China has been pressing North Korea to return to international talks aimed at the nuclear disarmament of the North.
The North pulled out of multilateral talks after international condemnation of a missile launch in April.
Kim Jong-il told the envoy, Dai Bingguo, that "North Korea will continue adhering towards the goal of denuclearisation... and is willing to resolve the relevant problems through bilateral and multilateral talks," Xinhua said.
The statement follows one from Washington last week that the US was prepared to talk directly with North Korea in order to resume stalled negotiations that also take in China, South Korea, Japan and Russia.

Oct 2006 - North Korea conducts an underground nuclear test
Feb 2007 - North Korea agrees to close its main nuclear reactor in exchange for fuel aid
June 2007 - North Korea shuts its main Yongbyon reactor
June 2008 - North Korea makes its long-awaited declaration of nuclear assets
Oct 2008 - The US removes North Korea from its list of countries which sponsor terrorism
Dec 2008 - Pyongyang slows work to dismantle its nuclear programme after a US decision to suspend energy aid
Jan 2009 - The North says it is scrapping all military and political deals with the South, accusing it of "hostile intent"
April 2009 - Pyongyang launches a rocket carrying what it says is a communications satellite
25 May 2009 - North Korea conducts a second nuclear test

The US has previously said it will not tolerate a nuclear North Korea.
Mr Dai has been accompanied on his trip to Pyongyang by Beijing's chief envoy to the six-party talks.
On Wednesday, they met North Korea's lead man on nuclear negotiations, Kang Sok-ju.
North Korea pulled out of the six-party talks in April after criticism of the long-range rocket launch.
In May, the North said it had staged a second "successful" underground nuclear test, saying it was more powerful than a test carried out in October 2006.
Mr Kim's statement is the latest in a series of conciliatory gestures that some analysts say is designed to relieve pressure on North Korea since the UN passed fresh sanctions in response to the nuclear test.
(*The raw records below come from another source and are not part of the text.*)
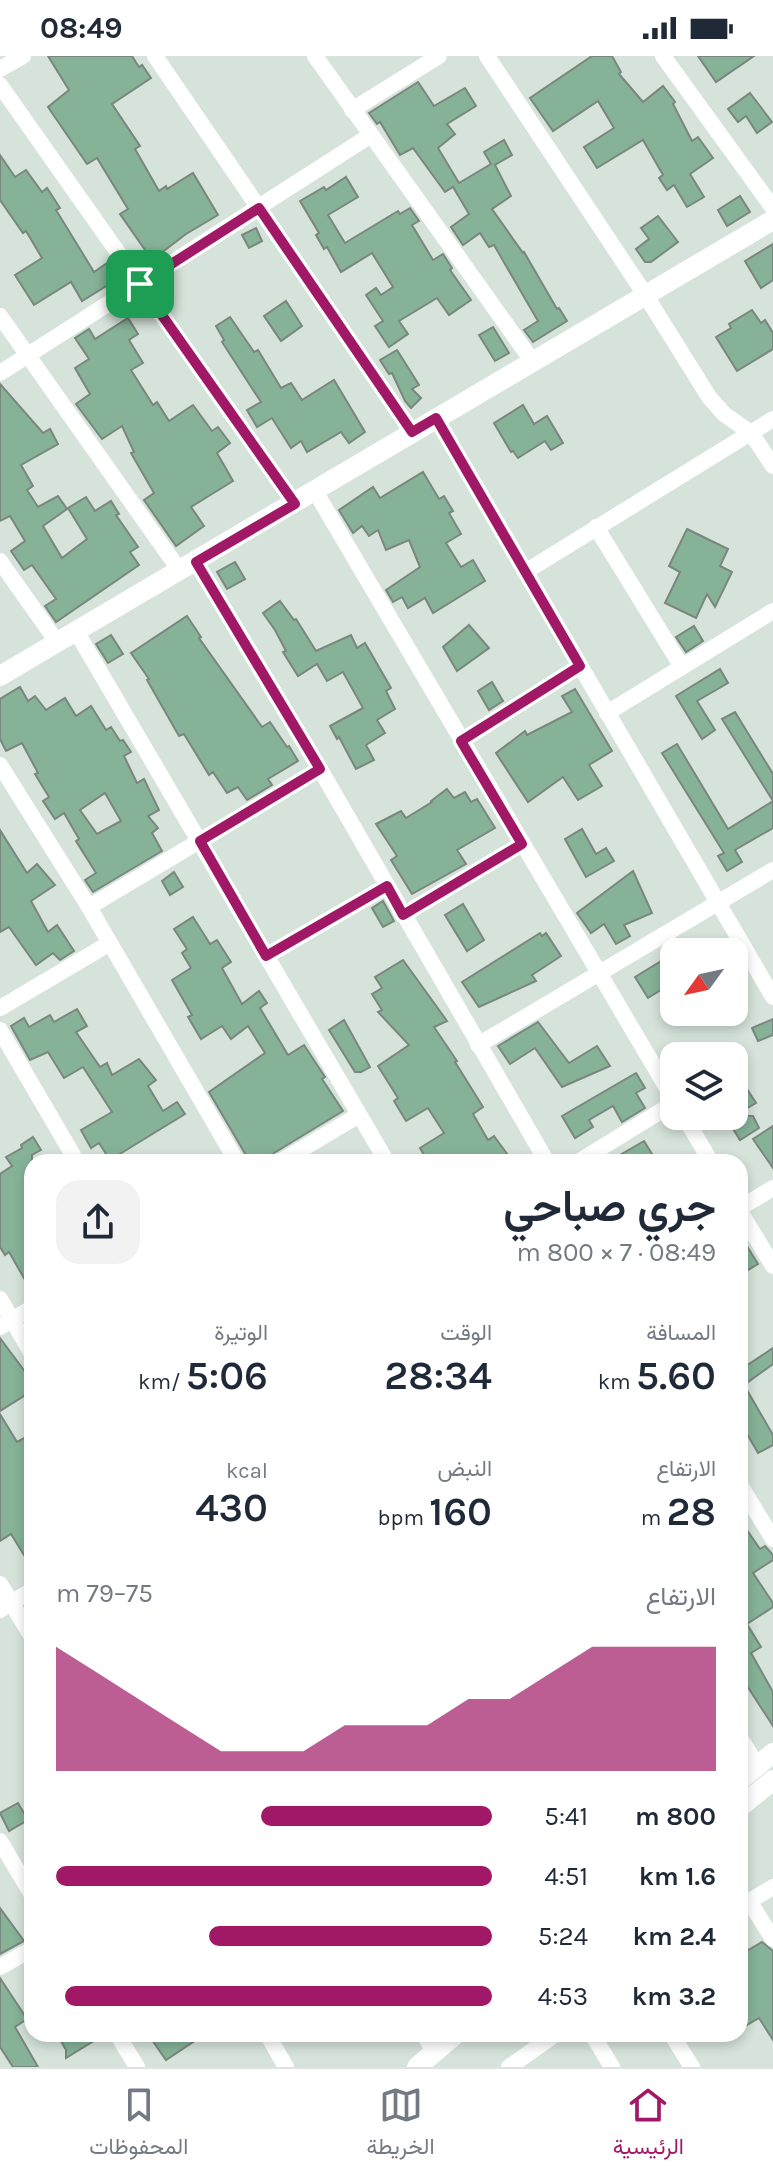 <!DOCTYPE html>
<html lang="ar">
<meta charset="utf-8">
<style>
body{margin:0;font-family:Karla,Vazirmatn,sans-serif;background:#f2f2f3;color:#1f2937;direction:rtl;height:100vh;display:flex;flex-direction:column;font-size:30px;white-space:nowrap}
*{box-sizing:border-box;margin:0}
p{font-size:26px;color:#747a83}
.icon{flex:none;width:44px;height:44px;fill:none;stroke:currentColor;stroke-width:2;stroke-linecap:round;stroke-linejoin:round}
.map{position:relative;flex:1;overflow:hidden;direction:ltr}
.panel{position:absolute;left:24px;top:1098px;width:724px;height:888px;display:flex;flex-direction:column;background:#fff;border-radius:24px;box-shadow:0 4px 12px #0003;direction:rtl}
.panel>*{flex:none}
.needle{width:52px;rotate:237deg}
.tools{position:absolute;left:660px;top:882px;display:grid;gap:16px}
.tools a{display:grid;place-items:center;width:88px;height:88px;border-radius:16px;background:#fff;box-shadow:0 4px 12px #0003;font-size:40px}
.pin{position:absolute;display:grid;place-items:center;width:68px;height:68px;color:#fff;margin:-34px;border-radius:16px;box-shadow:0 4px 12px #0006}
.round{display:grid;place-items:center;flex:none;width:84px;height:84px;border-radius:24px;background:#f2f2f3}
.head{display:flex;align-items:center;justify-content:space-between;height:136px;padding:0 32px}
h1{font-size:44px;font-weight:600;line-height:60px}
.figures{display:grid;grid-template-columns:repeat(3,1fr);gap:12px;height:136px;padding:8px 32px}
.figures div{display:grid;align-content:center}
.figures b{font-size:40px;font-weight:600}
.figures small{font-size:22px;font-weight:400}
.figures p{font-size:22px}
.chart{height:224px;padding:16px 32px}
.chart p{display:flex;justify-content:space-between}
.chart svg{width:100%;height:144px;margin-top:8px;fill:#a11966;opacity:.7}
ul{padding:0 32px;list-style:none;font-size:26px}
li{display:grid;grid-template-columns:128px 96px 1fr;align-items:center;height:60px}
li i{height:20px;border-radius:10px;background:#a11966}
.status{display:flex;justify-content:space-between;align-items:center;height:56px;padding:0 40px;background:#fff;direction:ltr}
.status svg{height:22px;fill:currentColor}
.tab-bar{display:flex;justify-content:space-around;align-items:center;height:112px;border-top:2px solid #e0e1e3;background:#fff;font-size:22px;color:#747a83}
.tab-bar a{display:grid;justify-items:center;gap:4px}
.tab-bar .selected{color:#a11966}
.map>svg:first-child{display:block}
.building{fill:#86b397;stroke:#7a867e;stroke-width:2;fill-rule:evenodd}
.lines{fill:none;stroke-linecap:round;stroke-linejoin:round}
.minor{stroke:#fff;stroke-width:16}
.tertiary{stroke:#fff;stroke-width:20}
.route-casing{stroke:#fff;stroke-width:16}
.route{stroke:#a11966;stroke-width:10}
</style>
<div class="status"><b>08:49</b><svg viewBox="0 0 49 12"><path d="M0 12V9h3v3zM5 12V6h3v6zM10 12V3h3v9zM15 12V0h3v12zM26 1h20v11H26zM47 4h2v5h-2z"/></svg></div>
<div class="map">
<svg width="773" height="2011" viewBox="0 0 773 2011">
<rect width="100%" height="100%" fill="#d5e3da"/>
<!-- building -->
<g class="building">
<polygon points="48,0 132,0 139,11 142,9 151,22 112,48 140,90 135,93 159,135 166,130 167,133 193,117 218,159 186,178 152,204 120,158 128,153 97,102 87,108 48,51 69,34"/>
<polygon points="592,0 612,0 621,16 619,18 643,46 663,30 675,46 673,48 692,85 698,81 713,102 690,118 704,141 687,151 674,129 667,134 659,122 663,119 643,84 597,112 584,91 614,72 598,45 553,75 530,42"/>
<polygon points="698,0 754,0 716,26"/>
<polygon points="418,26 434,50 465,32 476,50 447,68 455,78 438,92 459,127 491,108 484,96 504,84 512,99 495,109 511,140 492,153 523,197 524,196 557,253 559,252 567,265 533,286 524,274 538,265 494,189 489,191 480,177 463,189 451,171 469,158 453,131 445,136 413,92 400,99 380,66 377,68 369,57"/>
<polygon points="750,37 772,66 757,77 746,60 738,66 728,53"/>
<polygon points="0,99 15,121 26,114 42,136 47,132 60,152 56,154 94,216 107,207 119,222 82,245 71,226 34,249 15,219 42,202 26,175 23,177 0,144"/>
<polygon points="346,121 358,141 328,159 345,187 398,155 400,158 410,152 419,165 412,169 433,204 443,198 452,212 450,214 471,244 449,259 437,242 399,265 408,278 389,291 375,270 383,265 366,239 376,232 381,239 393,231 372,197 341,216 327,191 324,193 316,179 319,177 300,145 324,131 326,134"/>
<polygon points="740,140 750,156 727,170 718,154"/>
<polygon points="658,160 678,186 651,206 645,206 636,193 649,183 641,172"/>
<polygon points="256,172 262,185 249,192 242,179"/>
<polygon points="773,188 773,224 761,232 745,205"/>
<polygon points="286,245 302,270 281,285 264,260"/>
<polygon points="752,254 761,267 765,264 773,277 773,293 737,315 716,281 731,272 729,268"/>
<polygon points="230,261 254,296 258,294 281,332 291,327 302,344 334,324 365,376 349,387 341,376 307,396 301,385 291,392 272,362 257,371 247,354 261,346 222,286 224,284 216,270"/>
<polygon points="128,262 138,278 129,284 143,307 131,314 153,349 157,346 169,365 193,349 212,375 218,371 230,387 217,397 233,425 191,451 204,470 176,490 144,444 154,437 131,397 134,396 122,370 102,383 76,348 90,338 75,312 89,303 75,282 89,273 95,283"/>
<polygon points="493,271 509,297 495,305 479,279"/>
<polygon points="397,294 419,329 412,333 421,342 411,352 405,345 392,317 389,318 380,304"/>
<polygon points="0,328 43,377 50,373 58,388 21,409 33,430 27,434 38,451 58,440 67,453 43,470 62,502 87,483 68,452 86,441 95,455 111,445 119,458 116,459 138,491 130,496 139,509 56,566 45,550 56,543 32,509 24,514 11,495 25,485 10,460 0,465"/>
<polygon points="523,349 534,368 547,360 563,387 551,394 545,385 518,402 513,395 511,396 494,367"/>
<polygon points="423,416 439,443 444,440 453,455 449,457 461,478 446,487 461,511 473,504 485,525 433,557 425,542 408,552 402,541 393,546 386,534 420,511 409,484 386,494 378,474 369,480 362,470 353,477 339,454 373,431 380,442"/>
<polygon points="687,473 728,493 720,510 732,516 715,551 707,538 696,562 665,547 680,516 669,510"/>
<polygon points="235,506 245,523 227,533 217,516"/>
<polygon points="280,545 294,564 296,563 316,595 351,579 357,592 365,587 391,632 386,635 395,653 377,664 385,677 366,689 374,704 356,713 339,681 337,683 330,670 363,652 343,616 327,625 317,608 298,620 283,596 286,595 275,574 263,557"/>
<polygon points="187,560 201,581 199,582 262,671 270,666 287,691 289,690 298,705 268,723 272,729 247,744 238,731 227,737 213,716 209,719 184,678 179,680 147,624 149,623 131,597"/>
<polygon points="469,569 489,592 457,615 443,591"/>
<polygon points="694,570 703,585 686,596 676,581"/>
<polygon points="111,579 123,598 108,607 96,588"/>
<polygon points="720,613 728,627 697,645 715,674 702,683 676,640"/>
<polygon points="492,626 503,645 489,654 478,635"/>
<path d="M20,631L28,645L35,640L46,654L65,642L76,660L91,650L106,674L111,671L120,685L123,684L131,696L124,700L137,727L144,723L159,754L148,760L158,772L152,777L162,795L93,836L85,824L96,817L76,785L79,783L64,757L55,763L43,745L49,741L35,718L38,717L22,687L6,695L0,683V643ZM105,737L121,765L97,778L80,754Z"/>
<polygon points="575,633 612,695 589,709 602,730 578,744 563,721 528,746 496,697 525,675 527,679 572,656 562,640"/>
<polygon points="735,656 773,718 773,772 735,794 742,806 727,815 718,800 724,797 662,697 677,688 728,773 773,745 722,663"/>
<polygon points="447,733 454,742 465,736 471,746 477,743 495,772 457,794 466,808 412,838 391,804 397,800 376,768 401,755 406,762 432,746 431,745"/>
<polygon points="582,773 596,798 606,792 614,805 586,821 565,783"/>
<polygon points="0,774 27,817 37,808 55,829 31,845 48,876 57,869 74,895 60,904 53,897 36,909 9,871 0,876"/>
<polygon points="633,815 652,857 624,869 630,880 616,888 604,868 591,877 577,857"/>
<polygon points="174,816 183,831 170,839 162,825"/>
<polygon points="383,845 394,865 383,871 372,852"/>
<polygon points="463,848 484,884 467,895 445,859"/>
<polygon points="193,861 210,888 217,884 231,906 222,912 242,948 259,935 267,947 260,952 288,999 304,989 325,1021 322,1023 343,1055 274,1097 265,1106 250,1106 209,1036 265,997 248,970 231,983 222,970 201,983 188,961 192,959 172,924 191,912 182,897 187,893 174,873"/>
<polygon points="540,877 542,880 546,877 561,900 532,919 536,925 479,951 462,926"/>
<polygon points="403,904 447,965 434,971 457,1005 455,1006 483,1051 473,1058 488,1084 494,1080 513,1106 428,1106 420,1092 444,1077 428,1052 406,1065 394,1045 398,1042 378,1010 409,989 378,956 382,954 372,938 382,932 375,921"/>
<polygon points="663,904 674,926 648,942 635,921"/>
<polygon points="77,953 87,970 76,976 100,1011 107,1007 112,1019 139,1003 156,1024 148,1030 163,1055 177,1046 185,1058 110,1104 99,1087 91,1092 81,1074 112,1056 83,1011 64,1022 48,996 30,1004 11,970 24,962 29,971 50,959 54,966"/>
<polygon points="773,963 773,979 758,985 752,972"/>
<polygon points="344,964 370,1011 361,1016 355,1016 329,974"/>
<polygon points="538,966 569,1007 597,990 610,1010 562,1031 535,992 510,1008 498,990"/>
<polygon points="734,1013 756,1047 734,1060"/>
<polygon points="636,1017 645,1032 636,1037 645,1052 622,1066 613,1050 589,1064 593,1071 575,1082 562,1060"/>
<polygon points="725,1060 753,1060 759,1072 740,1084"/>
<polygon points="773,1070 773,1112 753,1083"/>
<polygon points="33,1081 41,1094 32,1099 32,1236 9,1196 5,1199 0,1191 0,1118 12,1110 6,1101 22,1092 21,1089"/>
<polygon points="644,1085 657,1106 608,1106"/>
<polygon points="740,1179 758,1208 740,1219"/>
<polygon points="0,1282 32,1325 32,1335 0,1355"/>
<polygon points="773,1292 773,1308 744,1329 773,1379 773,1389 758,1397 740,1366 740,1314"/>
<polygon points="0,1358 17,1386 32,1378 32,1512 11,1478 0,1485"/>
<polygon points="740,1464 760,1493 765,1490 773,1499 773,1504 753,1517 773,1547 773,1551 747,1568 761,1591 751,1597 773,1636 773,1670 740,1619"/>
<polygon points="18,1747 28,1764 9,1775 0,1757"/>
<polygon points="0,1852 24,1885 0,1898"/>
<polygon points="762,1886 773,1895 773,1984 759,1962 740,1973 740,1899"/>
<polygon points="0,1922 27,1963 15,1971 38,2011 13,2011 0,1991"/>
<polygon points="57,1978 105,1978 66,2002 66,1994"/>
<polygon points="148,1978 205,1978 166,2004"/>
</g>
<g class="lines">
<!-- minor -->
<g class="minor">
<polyline points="155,0 412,376"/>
<polyline points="315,0 533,306"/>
<polyline points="487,0 646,240 709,341 724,358 751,377 773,410"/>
<polyline points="663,0 773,152"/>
<polyline points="0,13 23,0"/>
<polyline points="0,29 295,448"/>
<polyline points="352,54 439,0"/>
<polyline points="0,260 180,515"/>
<polyline points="0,317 371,79"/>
<polyline points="436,362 773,941"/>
<polyline points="315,435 674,1044"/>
<polyline points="596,471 682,611"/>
<polyline points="0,505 57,586"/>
<polyline points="196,506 320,713 547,1106"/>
<polyline points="525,516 773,363"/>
<polyline points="76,575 387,1106"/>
<polyline points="607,657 773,555"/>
<polyline points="461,685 580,610"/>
<polyline points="0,709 89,851 237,1106"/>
<polyline points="89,851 320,713"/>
<polyline points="403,859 522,788"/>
<polyline points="266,900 387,830"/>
<polyline points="0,952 110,887"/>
<polyline points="0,974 77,1106"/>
<polyline points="478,989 773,814"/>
<polyline points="684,1060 711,1106"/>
<polyline points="280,1106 359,1059"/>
<polyline points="578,1106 674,1047"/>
<polyline points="740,1152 773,1132"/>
<polyline points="740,1155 773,1210"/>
<polyline points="0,1243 32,1298"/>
<polyline points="0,1271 32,1252"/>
<polyline points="740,1429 773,1483"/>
<polyline points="0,1528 32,1581"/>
<polyline points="0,1554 32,1534"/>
<polyline points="740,1682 757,1709"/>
<polyline points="0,1785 32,1839"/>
<polyline points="749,1845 773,1883"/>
<polyline points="740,1851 773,1831"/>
<polyline points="0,1911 32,1893"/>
<polyline points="117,1978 137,2011"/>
<polyline points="267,1978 286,2011"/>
<polyline points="424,1978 434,1996"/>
<polyline points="592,1978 612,2011"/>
<polyline points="671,1978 692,2011"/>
<polyline points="509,2011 556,1978"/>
</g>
<!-- tertiary -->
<g class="tertiary">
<polyline points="0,620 773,164"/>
<polyline points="740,1724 773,1697"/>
<polyline points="740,1751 773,1724"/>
<polyline points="417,2011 456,1978"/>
</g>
</g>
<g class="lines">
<!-- route casing -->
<g class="route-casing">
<polygon id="route" points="259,152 412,376 436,362 580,610 461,685 522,788 403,859 387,830 266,900 200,785 320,713 196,506 295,448 140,228"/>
</g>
<!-- route -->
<use href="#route" class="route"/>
</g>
</svg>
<div class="tools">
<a><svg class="needle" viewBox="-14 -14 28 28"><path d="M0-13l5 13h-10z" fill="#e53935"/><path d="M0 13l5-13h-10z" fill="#747a83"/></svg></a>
<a><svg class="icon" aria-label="layers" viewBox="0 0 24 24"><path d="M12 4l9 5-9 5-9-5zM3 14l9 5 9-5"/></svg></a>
</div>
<div class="pin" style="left:140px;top:228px;background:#1e9e55"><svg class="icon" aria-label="arrive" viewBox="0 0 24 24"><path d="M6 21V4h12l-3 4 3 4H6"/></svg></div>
<section class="panel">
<div class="head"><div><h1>جري صباحي</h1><p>08:49 · 7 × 800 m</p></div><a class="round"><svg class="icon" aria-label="share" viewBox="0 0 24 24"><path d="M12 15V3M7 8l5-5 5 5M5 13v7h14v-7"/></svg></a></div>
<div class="figures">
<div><p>المسافة</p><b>5.60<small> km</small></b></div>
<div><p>الوقت</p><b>28:34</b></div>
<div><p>الوتيرة</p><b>5:06<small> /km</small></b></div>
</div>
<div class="figures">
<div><p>الارتفاع</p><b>28<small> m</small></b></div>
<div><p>النبض</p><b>160<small> bpm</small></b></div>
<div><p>kcal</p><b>430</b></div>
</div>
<div class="chart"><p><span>الارتفاع</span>75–79 m</p>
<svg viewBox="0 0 160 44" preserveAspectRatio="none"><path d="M0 44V6L10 14L20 22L30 30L40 38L50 38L60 38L70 30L80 30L90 30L100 22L110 22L120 14L130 6L140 6L150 6L160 6V44z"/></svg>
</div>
<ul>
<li><b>800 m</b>5:41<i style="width:53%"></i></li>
<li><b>1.6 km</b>4:51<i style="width:100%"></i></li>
<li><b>2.4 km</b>5:24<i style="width:65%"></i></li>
<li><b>3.2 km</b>4:53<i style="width:98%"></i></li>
</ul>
</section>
</div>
<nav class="tab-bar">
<a class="selected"><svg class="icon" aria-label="home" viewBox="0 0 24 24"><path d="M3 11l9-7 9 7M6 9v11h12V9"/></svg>الرئيسية</a>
<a><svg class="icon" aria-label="map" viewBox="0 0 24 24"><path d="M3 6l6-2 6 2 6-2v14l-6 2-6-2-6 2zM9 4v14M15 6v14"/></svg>الخريطة</a>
<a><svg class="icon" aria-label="saved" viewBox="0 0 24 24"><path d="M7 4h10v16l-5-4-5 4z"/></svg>المحفوظات</a>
</nav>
But the positive noises have been mixed with more threats, including a statement earlier in September that North Korea was in the final stages of enriching uranium and was continuing to reprocess and weaponise plutonium.
The North says that it remains under military threat from its historic rival, South Korea, and South Korea's allies, primarily the US.
But North Korea is believed to have enough plutonium for at least six nuclear bombs.